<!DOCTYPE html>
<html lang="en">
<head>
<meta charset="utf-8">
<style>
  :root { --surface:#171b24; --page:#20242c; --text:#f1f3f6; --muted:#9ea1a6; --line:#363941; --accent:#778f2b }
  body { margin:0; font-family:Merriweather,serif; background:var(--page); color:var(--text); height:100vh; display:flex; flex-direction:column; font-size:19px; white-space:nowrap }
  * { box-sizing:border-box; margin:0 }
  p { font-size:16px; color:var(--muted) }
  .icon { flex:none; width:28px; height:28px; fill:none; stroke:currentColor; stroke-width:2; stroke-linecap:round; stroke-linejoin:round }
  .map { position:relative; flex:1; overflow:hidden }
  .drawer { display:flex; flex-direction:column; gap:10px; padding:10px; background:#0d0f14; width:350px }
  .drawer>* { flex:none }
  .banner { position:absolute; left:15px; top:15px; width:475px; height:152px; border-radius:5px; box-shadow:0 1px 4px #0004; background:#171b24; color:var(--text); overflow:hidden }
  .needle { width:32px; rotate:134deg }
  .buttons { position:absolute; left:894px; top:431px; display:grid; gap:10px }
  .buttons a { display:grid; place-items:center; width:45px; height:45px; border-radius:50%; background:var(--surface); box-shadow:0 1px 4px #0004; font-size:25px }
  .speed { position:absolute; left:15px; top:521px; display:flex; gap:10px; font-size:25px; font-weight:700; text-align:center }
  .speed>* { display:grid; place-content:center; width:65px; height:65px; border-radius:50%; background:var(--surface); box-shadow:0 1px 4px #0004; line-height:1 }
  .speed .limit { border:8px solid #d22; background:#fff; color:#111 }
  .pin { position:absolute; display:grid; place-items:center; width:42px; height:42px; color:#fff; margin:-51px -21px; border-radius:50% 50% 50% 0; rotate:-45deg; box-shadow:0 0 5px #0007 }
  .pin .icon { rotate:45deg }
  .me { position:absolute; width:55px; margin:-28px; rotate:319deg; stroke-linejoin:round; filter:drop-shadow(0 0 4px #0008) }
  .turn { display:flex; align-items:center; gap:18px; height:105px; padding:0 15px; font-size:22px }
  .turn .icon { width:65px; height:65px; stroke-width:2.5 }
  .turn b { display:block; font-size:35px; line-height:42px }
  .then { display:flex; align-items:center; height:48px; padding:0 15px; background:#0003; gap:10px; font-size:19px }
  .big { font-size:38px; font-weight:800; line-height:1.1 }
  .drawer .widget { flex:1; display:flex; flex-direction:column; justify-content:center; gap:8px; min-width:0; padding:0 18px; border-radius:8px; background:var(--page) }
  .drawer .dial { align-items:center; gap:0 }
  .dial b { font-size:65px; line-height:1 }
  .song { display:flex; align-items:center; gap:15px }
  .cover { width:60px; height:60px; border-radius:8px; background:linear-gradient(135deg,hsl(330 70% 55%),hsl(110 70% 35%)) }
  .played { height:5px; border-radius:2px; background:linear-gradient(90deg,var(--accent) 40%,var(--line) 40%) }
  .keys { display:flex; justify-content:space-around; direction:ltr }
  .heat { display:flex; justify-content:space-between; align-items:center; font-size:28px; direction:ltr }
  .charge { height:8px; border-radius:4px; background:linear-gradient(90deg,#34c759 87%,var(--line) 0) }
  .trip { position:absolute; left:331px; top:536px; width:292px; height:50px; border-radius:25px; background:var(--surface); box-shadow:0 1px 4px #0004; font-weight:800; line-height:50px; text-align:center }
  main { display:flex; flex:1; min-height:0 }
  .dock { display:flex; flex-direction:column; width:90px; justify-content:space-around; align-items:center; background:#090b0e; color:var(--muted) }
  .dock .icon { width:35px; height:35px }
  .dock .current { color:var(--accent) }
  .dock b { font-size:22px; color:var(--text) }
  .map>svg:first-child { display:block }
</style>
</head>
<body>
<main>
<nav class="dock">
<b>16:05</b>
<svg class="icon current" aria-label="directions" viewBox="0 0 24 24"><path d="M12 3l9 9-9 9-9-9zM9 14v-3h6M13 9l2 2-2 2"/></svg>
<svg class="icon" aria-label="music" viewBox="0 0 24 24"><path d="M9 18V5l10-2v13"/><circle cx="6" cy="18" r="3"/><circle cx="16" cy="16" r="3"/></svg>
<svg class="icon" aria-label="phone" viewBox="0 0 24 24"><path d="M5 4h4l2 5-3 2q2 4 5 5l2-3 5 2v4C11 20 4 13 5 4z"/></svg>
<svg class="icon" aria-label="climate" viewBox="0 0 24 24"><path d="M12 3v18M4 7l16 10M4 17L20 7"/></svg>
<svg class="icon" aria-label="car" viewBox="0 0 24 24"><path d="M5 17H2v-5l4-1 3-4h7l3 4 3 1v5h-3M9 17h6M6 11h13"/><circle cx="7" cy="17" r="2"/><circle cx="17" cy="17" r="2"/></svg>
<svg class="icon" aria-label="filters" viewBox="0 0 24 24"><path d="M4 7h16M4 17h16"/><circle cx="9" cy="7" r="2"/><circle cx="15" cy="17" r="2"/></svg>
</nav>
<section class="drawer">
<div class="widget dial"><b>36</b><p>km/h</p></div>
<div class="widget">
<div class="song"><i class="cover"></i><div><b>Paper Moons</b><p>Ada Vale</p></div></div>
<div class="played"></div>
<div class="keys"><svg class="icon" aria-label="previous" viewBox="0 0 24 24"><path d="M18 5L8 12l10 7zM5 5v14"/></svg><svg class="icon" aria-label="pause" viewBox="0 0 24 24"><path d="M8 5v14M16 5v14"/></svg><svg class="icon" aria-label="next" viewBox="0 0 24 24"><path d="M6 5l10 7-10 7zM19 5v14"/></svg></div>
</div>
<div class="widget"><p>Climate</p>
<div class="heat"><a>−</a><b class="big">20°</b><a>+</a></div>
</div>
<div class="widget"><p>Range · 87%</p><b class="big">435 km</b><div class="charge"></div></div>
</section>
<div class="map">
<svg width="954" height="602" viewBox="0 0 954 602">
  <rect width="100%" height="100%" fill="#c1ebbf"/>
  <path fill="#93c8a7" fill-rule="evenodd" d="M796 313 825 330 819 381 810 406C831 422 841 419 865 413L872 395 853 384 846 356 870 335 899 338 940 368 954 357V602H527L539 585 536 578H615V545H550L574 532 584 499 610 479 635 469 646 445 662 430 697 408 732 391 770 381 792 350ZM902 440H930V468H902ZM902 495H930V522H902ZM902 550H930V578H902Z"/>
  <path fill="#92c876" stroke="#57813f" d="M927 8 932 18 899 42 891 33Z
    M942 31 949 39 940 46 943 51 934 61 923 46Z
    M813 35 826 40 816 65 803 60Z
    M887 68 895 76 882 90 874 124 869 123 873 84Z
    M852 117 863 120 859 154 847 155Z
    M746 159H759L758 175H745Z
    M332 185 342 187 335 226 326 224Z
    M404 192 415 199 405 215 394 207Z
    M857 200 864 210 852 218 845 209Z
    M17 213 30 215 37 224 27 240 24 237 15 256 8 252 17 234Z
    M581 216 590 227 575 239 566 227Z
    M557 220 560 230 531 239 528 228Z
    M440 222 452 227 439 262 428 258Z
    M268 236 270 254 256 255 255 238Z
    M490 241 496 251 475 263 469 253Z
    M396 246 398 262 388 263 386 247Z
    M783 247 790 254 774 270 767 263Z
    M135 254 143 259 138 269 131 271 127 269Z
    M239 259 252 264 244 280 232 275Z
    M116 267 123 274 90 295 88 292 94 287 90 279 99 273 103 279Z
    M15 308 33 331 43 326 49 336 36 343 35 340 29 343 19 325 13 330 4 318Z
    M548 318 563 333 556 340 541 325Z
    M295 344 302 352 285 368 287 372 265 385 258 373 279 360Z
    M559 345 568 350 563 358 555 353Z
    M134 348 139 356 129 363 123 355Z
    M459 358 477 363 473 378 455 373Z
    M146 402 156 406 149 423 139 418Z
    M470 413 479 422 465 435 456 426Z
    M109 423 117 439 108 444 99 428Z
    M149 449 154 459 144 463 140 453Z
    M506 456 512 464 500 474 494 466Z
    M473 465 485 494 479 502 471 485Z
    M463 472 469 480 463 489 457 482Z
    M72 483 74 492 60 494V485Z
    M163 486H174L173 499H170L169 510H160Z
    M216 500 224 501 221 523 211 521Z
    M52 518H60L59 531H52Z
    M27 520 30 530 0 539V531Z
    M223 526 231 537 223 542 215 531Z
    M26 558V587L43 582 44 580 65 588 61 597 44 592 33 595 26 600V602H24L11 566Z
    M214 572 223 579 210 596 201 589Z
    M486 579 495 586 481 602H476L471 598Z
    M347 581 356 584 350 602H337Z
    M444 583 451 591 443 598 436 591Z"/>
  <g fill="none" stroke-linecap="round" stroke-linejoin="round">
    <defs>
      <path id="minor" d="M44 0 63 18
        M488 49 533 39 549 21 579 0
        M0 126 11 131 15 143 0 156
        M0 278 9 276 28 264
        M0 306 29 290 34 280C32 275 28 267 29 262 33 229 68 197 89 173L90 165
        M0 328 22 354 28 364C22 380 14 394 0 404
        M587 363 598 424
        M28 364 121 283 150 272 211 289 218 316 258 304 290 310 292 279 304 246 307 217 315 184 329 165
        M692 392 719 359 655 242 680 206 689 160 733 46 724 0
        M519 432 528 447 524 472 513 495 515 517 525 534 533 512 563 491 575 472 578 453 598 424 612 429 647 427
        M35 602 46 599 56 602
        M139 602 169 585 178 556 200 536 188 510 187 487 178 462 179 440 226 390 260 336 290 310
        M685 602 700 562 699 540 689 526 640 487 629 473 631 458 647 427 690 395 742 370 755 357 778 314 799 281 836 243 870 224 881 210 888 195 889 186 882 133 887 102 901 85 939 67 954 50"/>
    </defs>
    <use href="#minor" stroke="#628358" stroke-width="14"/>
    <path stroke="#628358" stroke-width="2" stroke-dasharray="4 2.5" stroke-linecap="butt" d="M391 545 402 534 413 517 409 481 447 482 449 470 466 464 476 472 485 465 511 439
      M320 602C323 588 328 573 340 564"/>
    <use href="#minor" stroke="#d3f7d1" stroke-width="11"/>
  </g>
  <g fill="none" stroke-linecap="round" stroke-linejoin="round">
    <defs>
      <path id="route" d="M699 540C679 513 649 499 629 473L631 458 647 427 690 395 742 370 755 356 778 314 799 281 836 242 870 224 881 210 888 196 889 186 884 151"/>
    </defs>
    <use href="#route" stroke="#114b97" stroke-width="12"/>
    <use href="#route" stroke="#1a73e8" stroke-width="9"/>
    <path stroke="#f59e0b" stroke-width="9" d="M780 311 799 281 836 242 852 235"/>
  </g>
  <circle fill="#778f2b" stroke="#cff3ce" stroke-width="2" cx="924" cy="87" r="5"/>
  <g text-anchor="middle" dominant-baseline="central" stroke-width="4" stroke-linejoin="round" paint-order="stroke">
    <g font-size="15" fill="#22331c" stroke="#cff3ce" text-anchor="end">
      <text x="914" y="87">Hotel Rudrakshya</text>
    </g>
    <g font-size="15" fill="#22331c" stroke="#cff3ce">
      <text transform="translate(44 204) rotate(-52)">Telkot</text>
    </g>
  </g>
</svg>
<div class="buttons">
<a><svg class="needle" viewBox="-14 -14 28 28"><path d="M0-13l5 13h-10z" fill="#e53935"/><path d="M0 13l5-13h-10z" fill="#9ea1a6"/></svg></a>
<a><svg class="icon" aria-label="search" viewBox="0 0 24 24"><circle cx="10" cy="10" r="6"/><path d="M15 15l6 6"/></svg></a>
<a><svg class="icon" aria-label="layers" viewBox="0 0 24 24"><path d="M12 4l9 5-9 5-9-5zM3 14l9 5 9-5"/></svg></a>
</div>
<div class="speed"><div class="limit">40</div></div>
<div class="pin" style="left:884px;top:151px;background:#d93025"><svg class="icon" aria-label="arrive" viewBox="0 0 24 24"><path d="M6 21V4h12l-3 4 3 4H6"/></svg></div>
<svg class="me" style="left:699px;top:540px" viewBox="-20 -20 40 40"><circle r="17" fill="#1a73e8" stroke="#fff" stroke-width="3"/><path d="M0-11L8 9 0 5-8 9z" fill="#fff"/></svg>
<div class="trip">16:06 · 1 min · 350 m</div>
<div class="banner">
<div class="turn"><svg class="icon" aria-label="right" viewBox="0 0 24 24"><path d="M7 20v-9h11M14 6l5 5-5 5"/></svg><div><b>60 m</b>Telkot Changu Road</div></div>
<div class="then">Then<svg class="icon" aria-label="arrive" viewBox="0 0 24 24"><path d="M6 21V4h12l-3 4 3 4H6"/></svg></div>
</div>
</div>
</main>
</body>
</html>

★ ★ ★ ★ ★ ★ ★

**Aim of the task**
Please return every line from the first one in the records above down to the line containing "display:block; font-size:35px; line-height:42px", including both, exactly as written and nothing more.

**Output for this exercise**
<!DOCTYPE html>
<html lang="en">
<head>
<meta charset="utf-8">
<style>
  :root { --surface:#171b24; --page:#20242c; --text:#f1f3f6; --muted:#9ea1a6; --line:#363941; --accent:#778f2b }
  body { margin:0; font-family:Merriweather,serif; background:var(--page); color:var(--text); height:100vh; display:flex; flex-direction:column; font-size:19px; white-space:nowrap }
  * { box-sizing:border-box; margin:0 }
  p { font-size:16px; color:var(--muted) }
  .icon { flex:none; width:28px; height:28px; fill:none; stroke:currentColor; stroke-width:2; stroke-linecap:round; stroke-linejoin:round }
  .map { position:relative; flex:1; overflow:hidden }
  .drawer { display:flex; flex-direction:column; gap:10px; padding:10px; background:#0d0f14; width:350px }
  .drawer>* { flex:none }
  .banner { position:absolute; left:15px; top:15px; width:475px; height:152px; border-radius:5px; box-shadow:0 1px 4px #0004; background:#171b24; color:var(--text); overflow:hidden }
  .needle { width:32px; rotate:134deg }
  .buttons { position:absolute; left:894px; top:431px; display:grid; gap:10px }
  .buttons a { display:grid; place-items:center; width:45px; height:45px; border-radius:50%; background:var(--surface); box-shadow:0 1px 4px #0004; font-size:25px }
  .speed { position:absolute; left:15px; top:521px; display:flex; gap:10px; font-size:25px; font-weight:700; text-align:center }
  .speed>* { display:grid; place-content:center; width:65px; height:65px; border-radius:50%; background:var(--surface); box-shadow:0 1px 4px #0004; line-height:1 }
  .speed .limit { border:8px solid #d22; background:#fff; color:#111 }
  .pin { position:absolute; display:grid; place-items:center; width:42px; height:42px; color:#fff; margin:-51px -21px; border-radius:50% 50% 50% 0; rotate:-45deg; box-shadow:0 0 5px #0007 }
  .pin .icon { rotate:45deg }
  .me { position:absolute; width:55px; margin:-28px; rotate:319deg; stroke-linejoin:round; filter:drop-shadow(0 0 4px #0008) }
  .turn { display:flex; align-items:center; gap:18px; height:105px; padding:0 15px; font-size:22px }
  .turn .icon { width:65px; height:65px; stroke-width:2.5 }
  .turn b { display:block; font-size:35px; line-height:42px }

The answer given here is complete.